Immaginiamo una ragazza quattordicenne. Bellissima, con lineamenti del viso delicati come il sole tenue della prima alba. Nei capelli il profumo dei fiori e dei boccioli della primavera che stava arrivando. Negli occhi, lo sguardo carico d’amore di una bambina innamorata e allo stesso tempo l’attenzione di una donna matura in procinto di sposarsi. L’annunciazione è la storia di una ragazza, una vergine promessa sposa che traluce raggi di sole da ogni cellula del suo essere.

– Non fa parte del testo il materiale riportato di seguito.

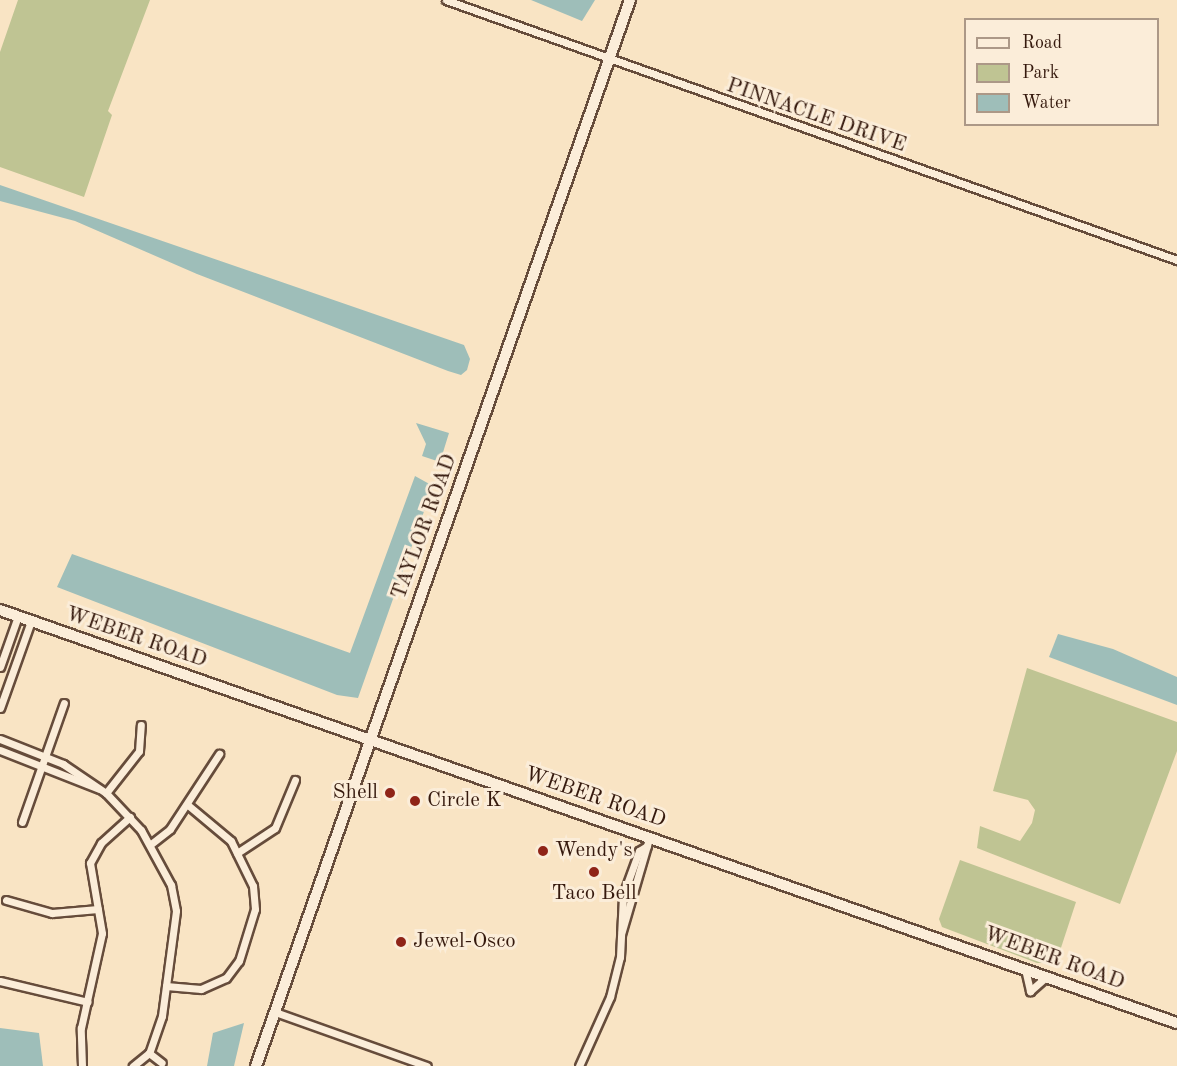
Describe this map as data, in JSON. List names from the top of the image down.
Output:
{
  "streets": {
    "main road": ["TAYLOR ROAD", "WEBER ROAD"],
    "street": ["PINNACLE DRIVE"]
  },
  "crossings": [
    ["PINNACLE DRIVE", "TAYLOR ROAD"],
    ["TAYLOR ROAD", "WEBER ROAD"]
  ],
  "places": [
    "Shell",
    "Circle K",
    "Wendy's",
    "Taco Bell",
    "Jewel-Osco"
  ],
  "legend": ["Road", "Park", "Water"]
}
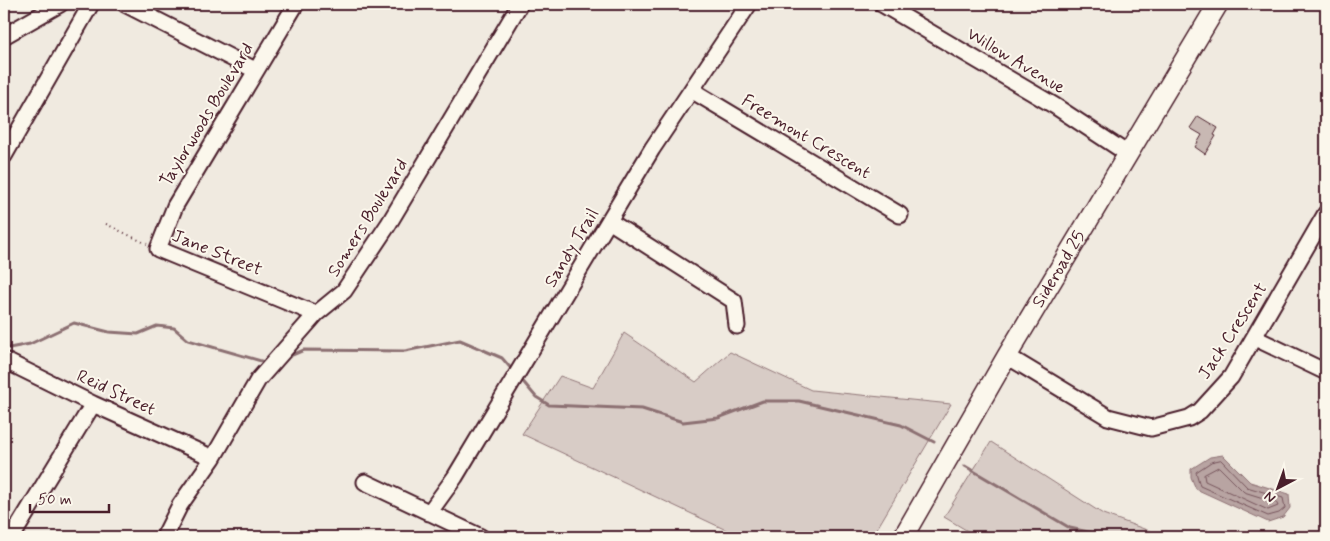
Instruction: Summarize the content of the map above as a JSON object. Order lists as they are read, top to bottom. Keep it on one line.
{"streets":{"main road":["Sideroad 25"],"street":["Willow Avenue","Taylorwoods Boulevard","Freemont Crescent","Somers Boulevard","Sandy Trail","Jane Street","Jack Crescent","Reid Street"]},"crossings":[["Willow Avenue","Sideroad 25"],["Taylorwoods Boulevard","Jane Street"],["Freemont Crescent","Sandy Trail"],["Somers Boulevard","Jane Street"],["Somers Boulevard","Reid Street"],["Sideroad 25","Jack Crescent"]],"scale_bar":"50 m","north":"bottom left"}
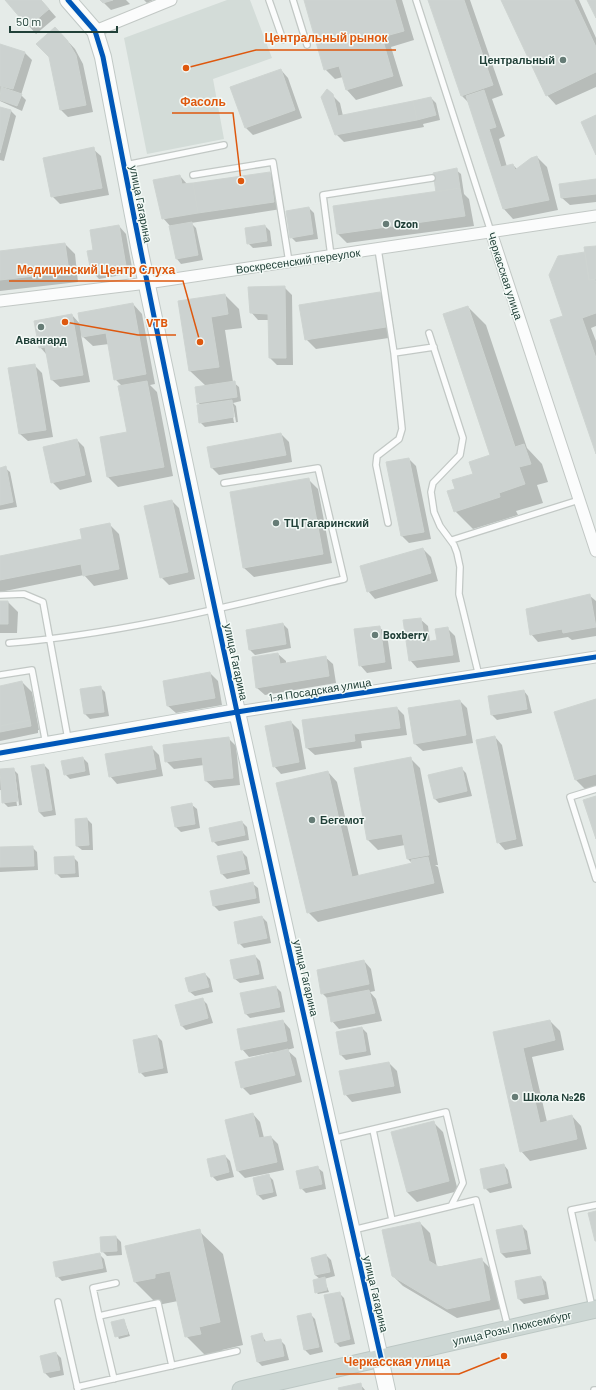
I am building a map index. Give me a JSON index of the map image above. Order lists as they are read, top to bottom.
{
  "streets": {
    "main road": ["улица Розы Люксембург"],
    "street": [
      "улица Гагарина",
      "Воскресенский переулок",
      "Черкасская улица",
      "1-я Посадская улица"
    ]
  },
  "crossings": [
    ["улица Гагарина", "Воскресенский переулок"],
    ["улица Гагарина", "1-я Посадская улица"],
    ["улица Гагарина", "улица Розы Люксембург"],
    ["Воскресенский переулок", "Черкасская улица"]
  ],
  "places": [
    "Центральный",
    "Центральный рынок",
    "Фасоль",
    "Ozon",
    "VTB",
    "Авангард",
    "Медицинский Центр Слуха",
    "ТЦ Гагаринский",
    "Boxberry",
    "Бегемот",
    "Школа №26",
    "Черкасская улица"
  ],
  "scale_bar": "50 m"
}
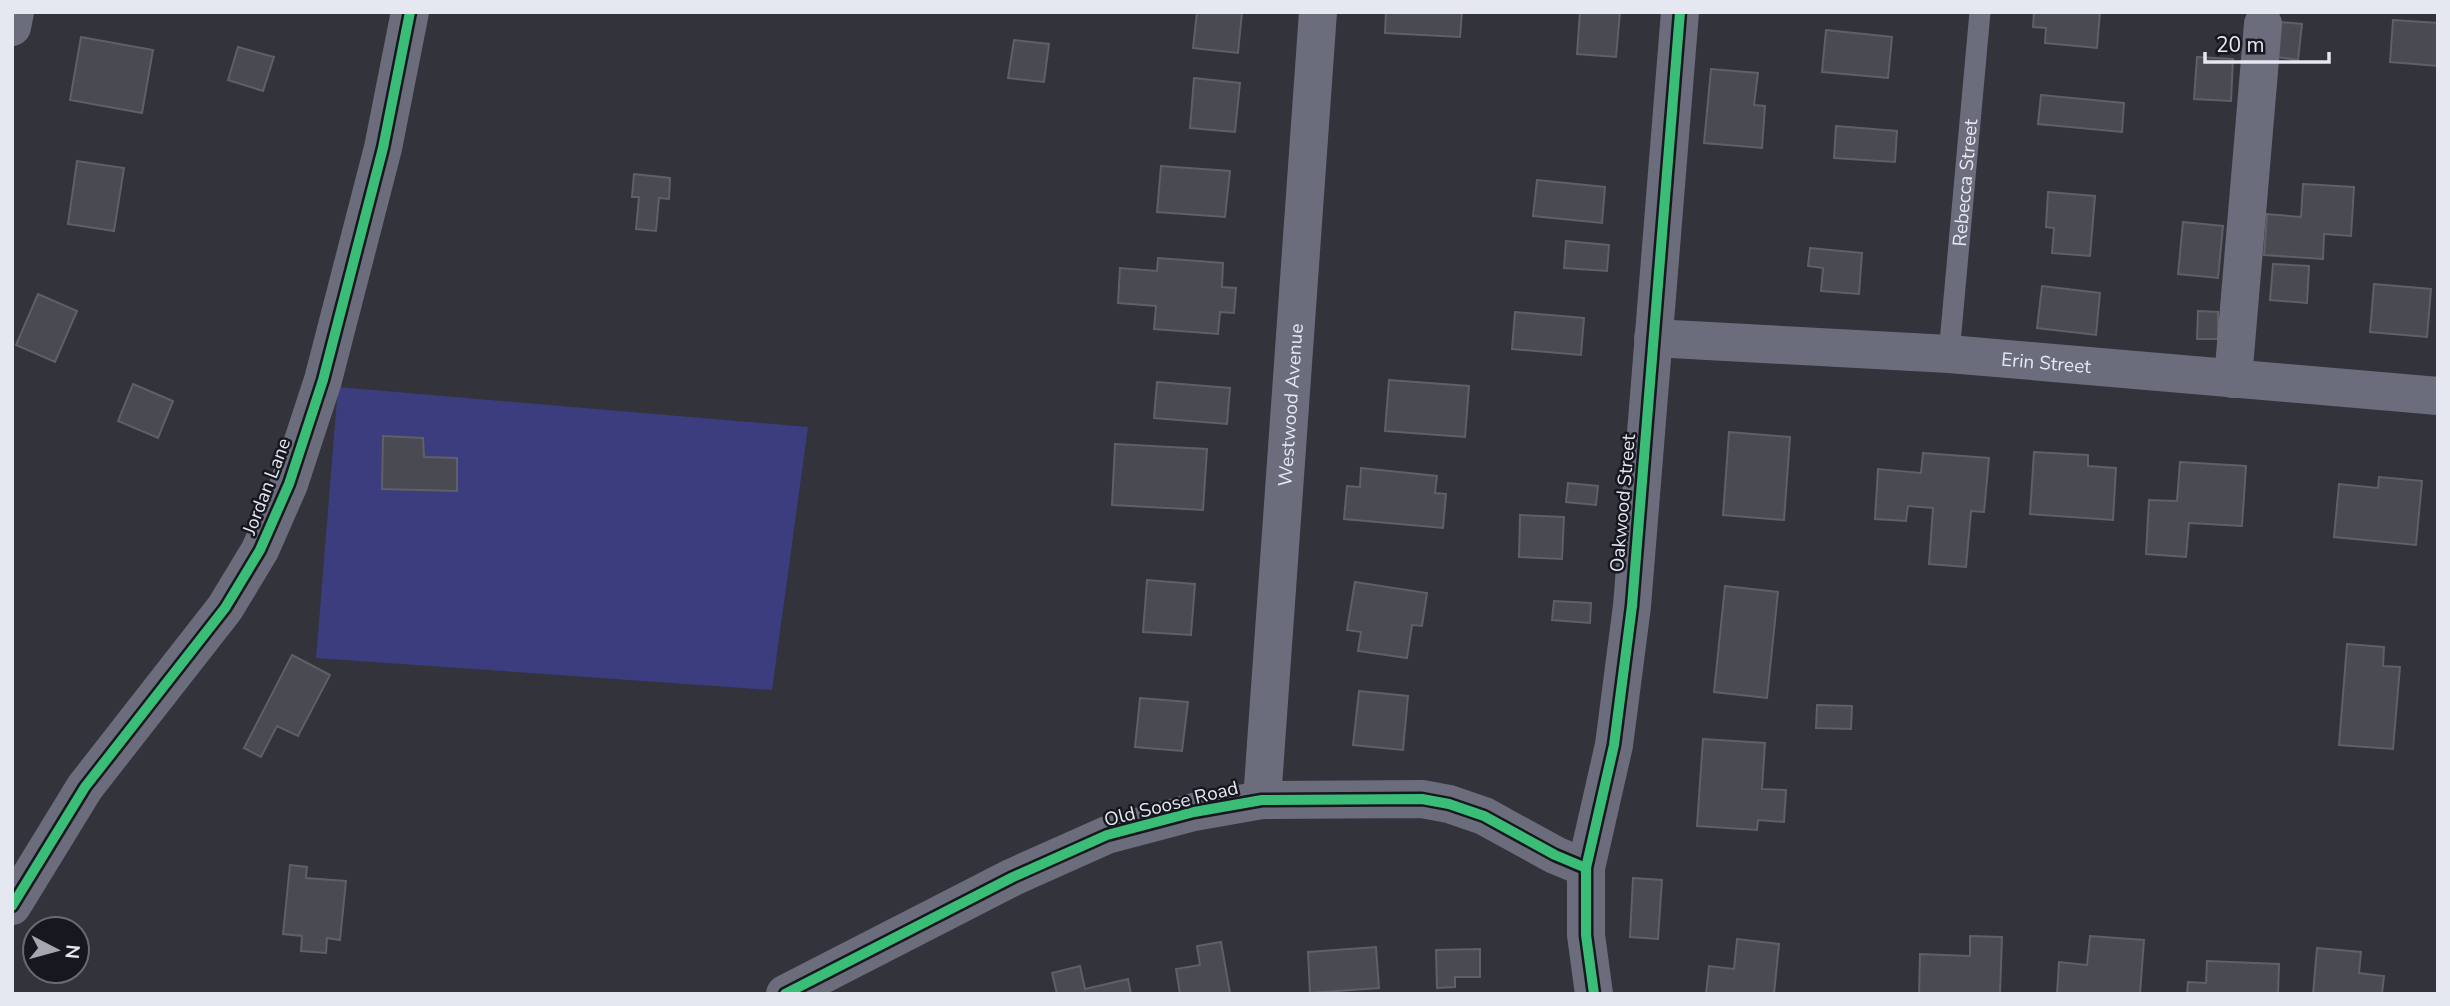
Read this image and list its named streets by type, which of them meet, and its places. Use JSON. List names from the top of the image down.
{
  "streets": {
    "street": [
      "Erin Street",
      "Westwood Avenue",
      "Jordan Lane",
      "Oakwood Street",
      "Old Soose Road"
    ],
    "lane": ["Rebecca Street"]
  },
  "crossings": [
    ["Rebecca Street", "Erin Street"],
    ["Erin Street", "Oakwood Street"],
    ["Westwood Avenue", "Old Soose Road"],
    ["Oakwood Street", "Old Soose Road"]
  ],
  "scale_bar": "20 m",
  "north": "right"
}
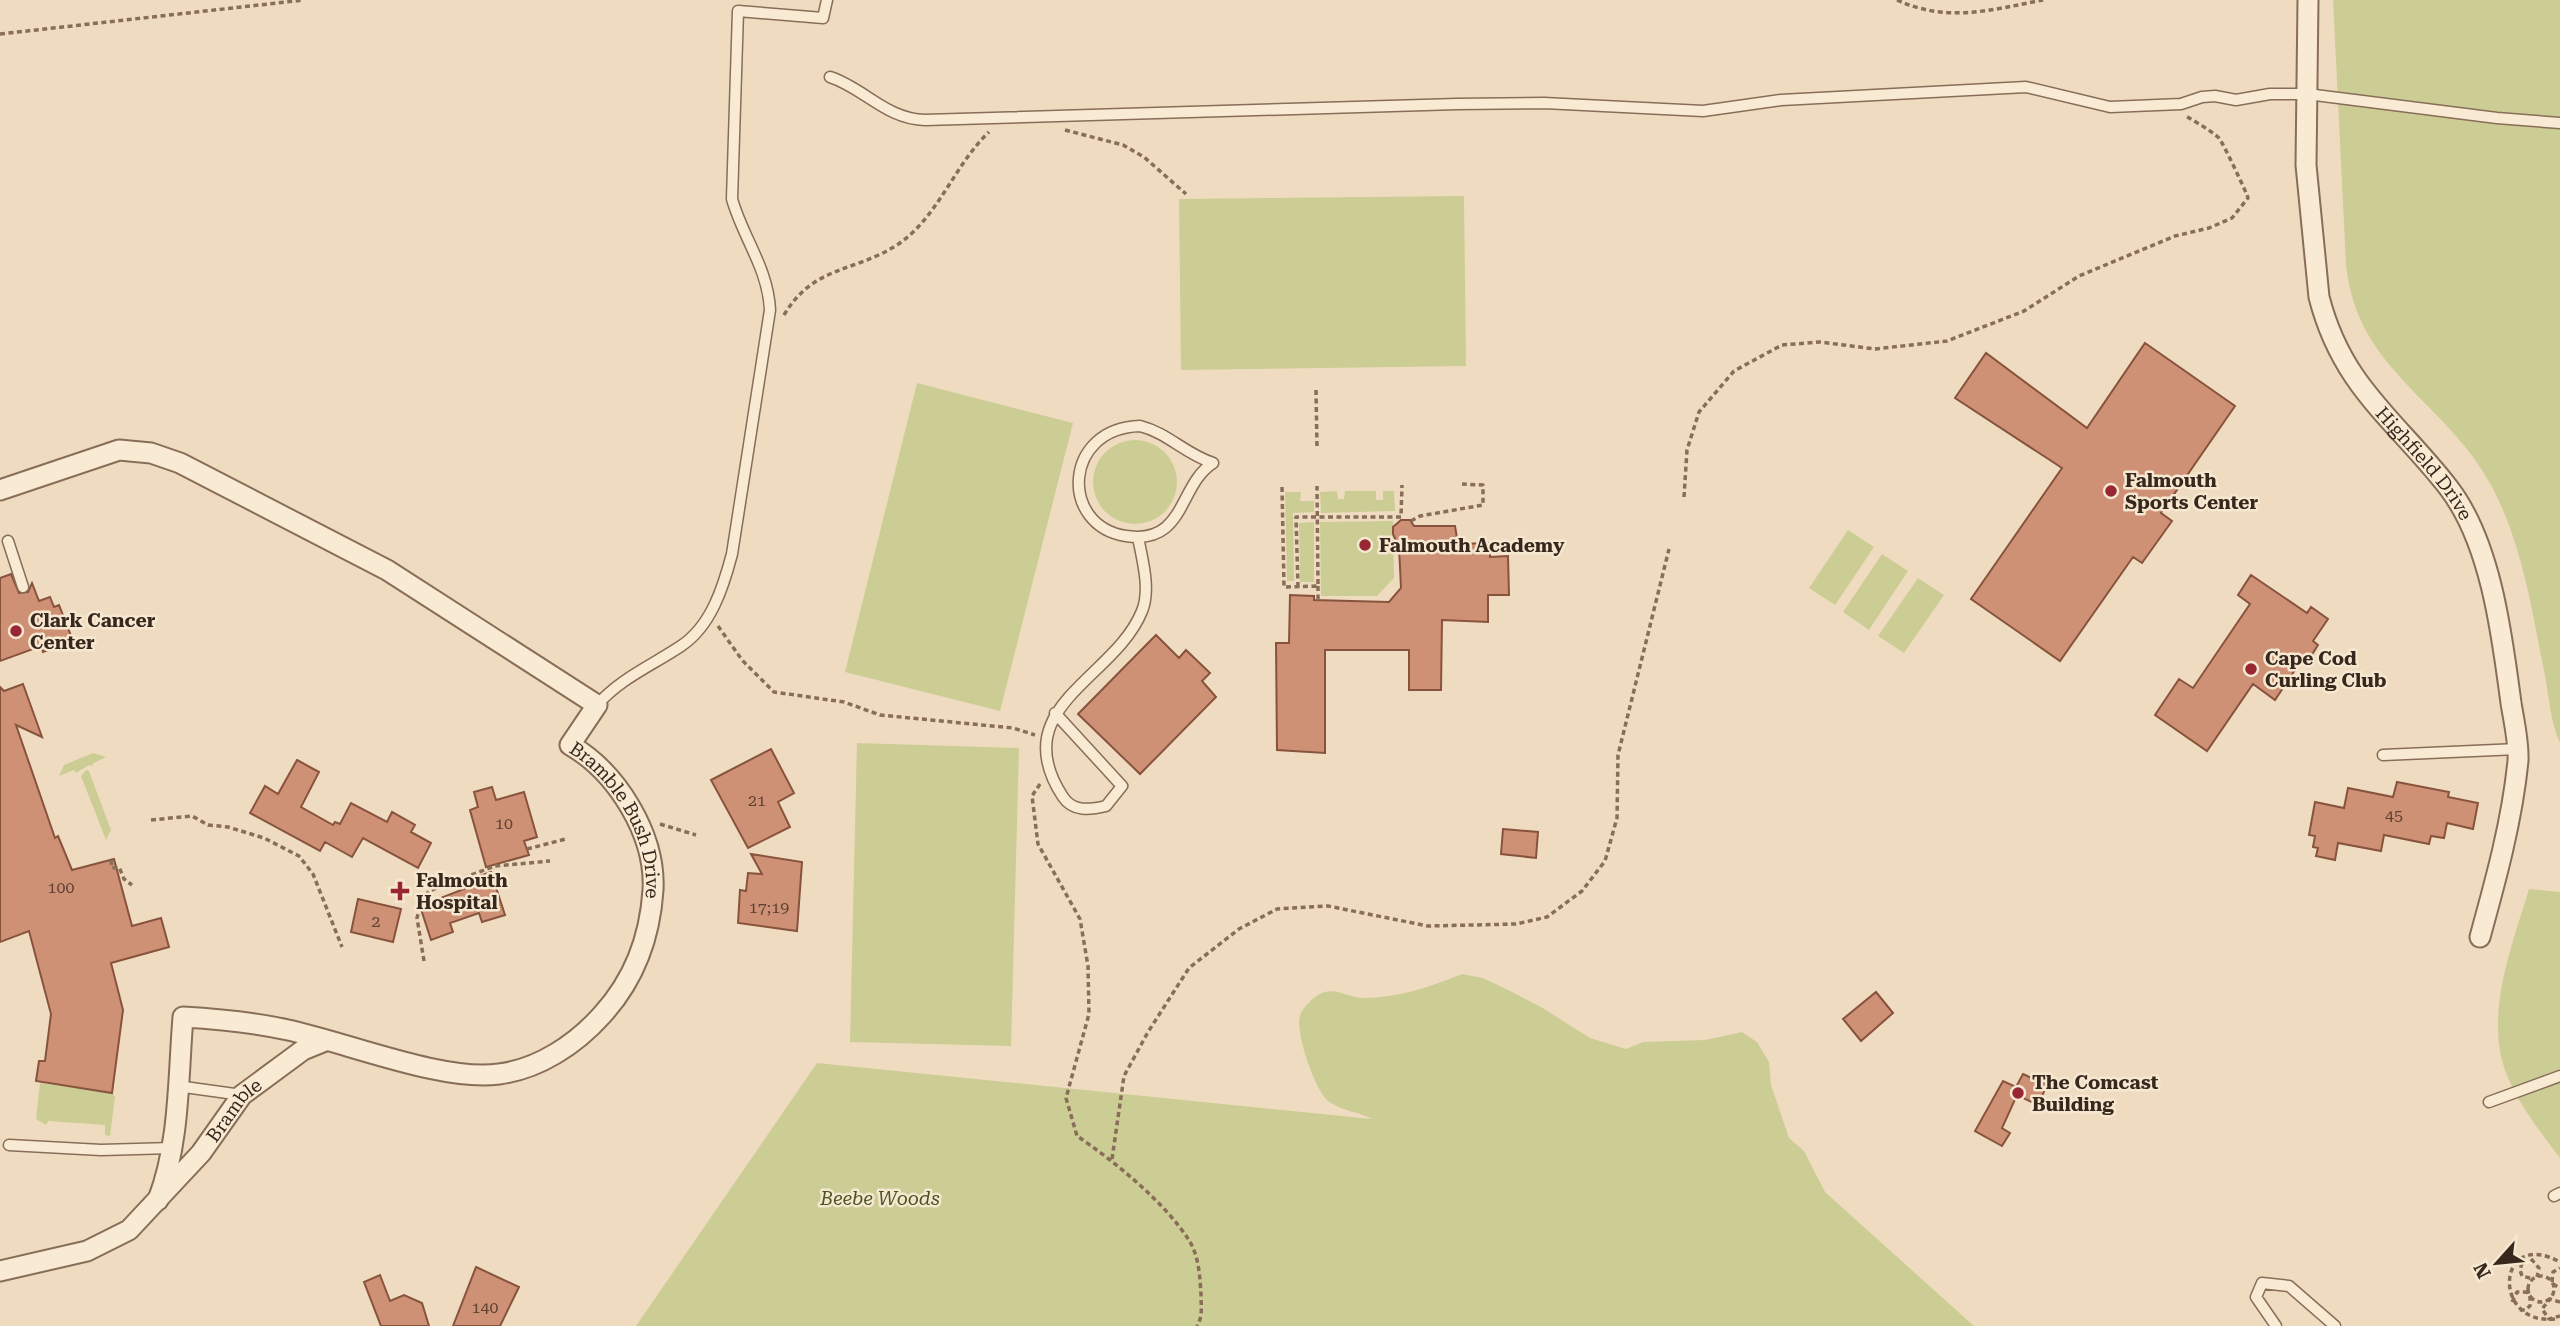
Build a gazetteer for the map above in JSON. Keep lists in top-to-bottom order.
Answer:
{
  "streets": {
    "street": ["Highfield Drive", "Bramble Bush Drive", "Bramble"]
  },
  "crossings": [
    ["Bramble Bush Drive", "Bramble"]
  ],
  "parks": ["Beebe Woods"],
  "places": {
    "other": [
      "Falmouth Sports Center",
      "Falmouth Academy",
      "Clark Cancer Center",
      "Cape Cod Curling Club",
      "The Comcast Building"
    ],
    "health": ["Falmouth Hospital"]
  },
  "house_numbers": [
    "21",
    "45",
    "10",
    "100",
    "17;19",
    "2",
    "140"
  ],
  "north": "bottom left"
}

Una ragazza, una semplice e umile figlia di altrettanto umili Gioacchino ed Anna, che ha tanta voglia di donarsi nel suo imminente matrimonio con Giuseppe. Ecco come la quattordicenne Maria di Nazareth deve essere comparsa agli occhi del messaggero celeste. L’arcangelo irrompe nella solitudine operosa di Maria e la saluta: “Ti saluto o piena di grazia”. L’originale greco è molto preciso ” Kaire kekaritomene” cioè “Rallegrati, effusa di grazia”. Quel saluto in Maria provoca un iniziale turbamento. Perché?   Quel Kaire è presente anche nei profeti  Sofonia, Gioele e Zaccaria. Indica l’approssimarsi della salvezza messianica. In Maria, in quel preciso giorno della sua vita, davvero deve essersi generata l’esperienza del sacro come tremendo.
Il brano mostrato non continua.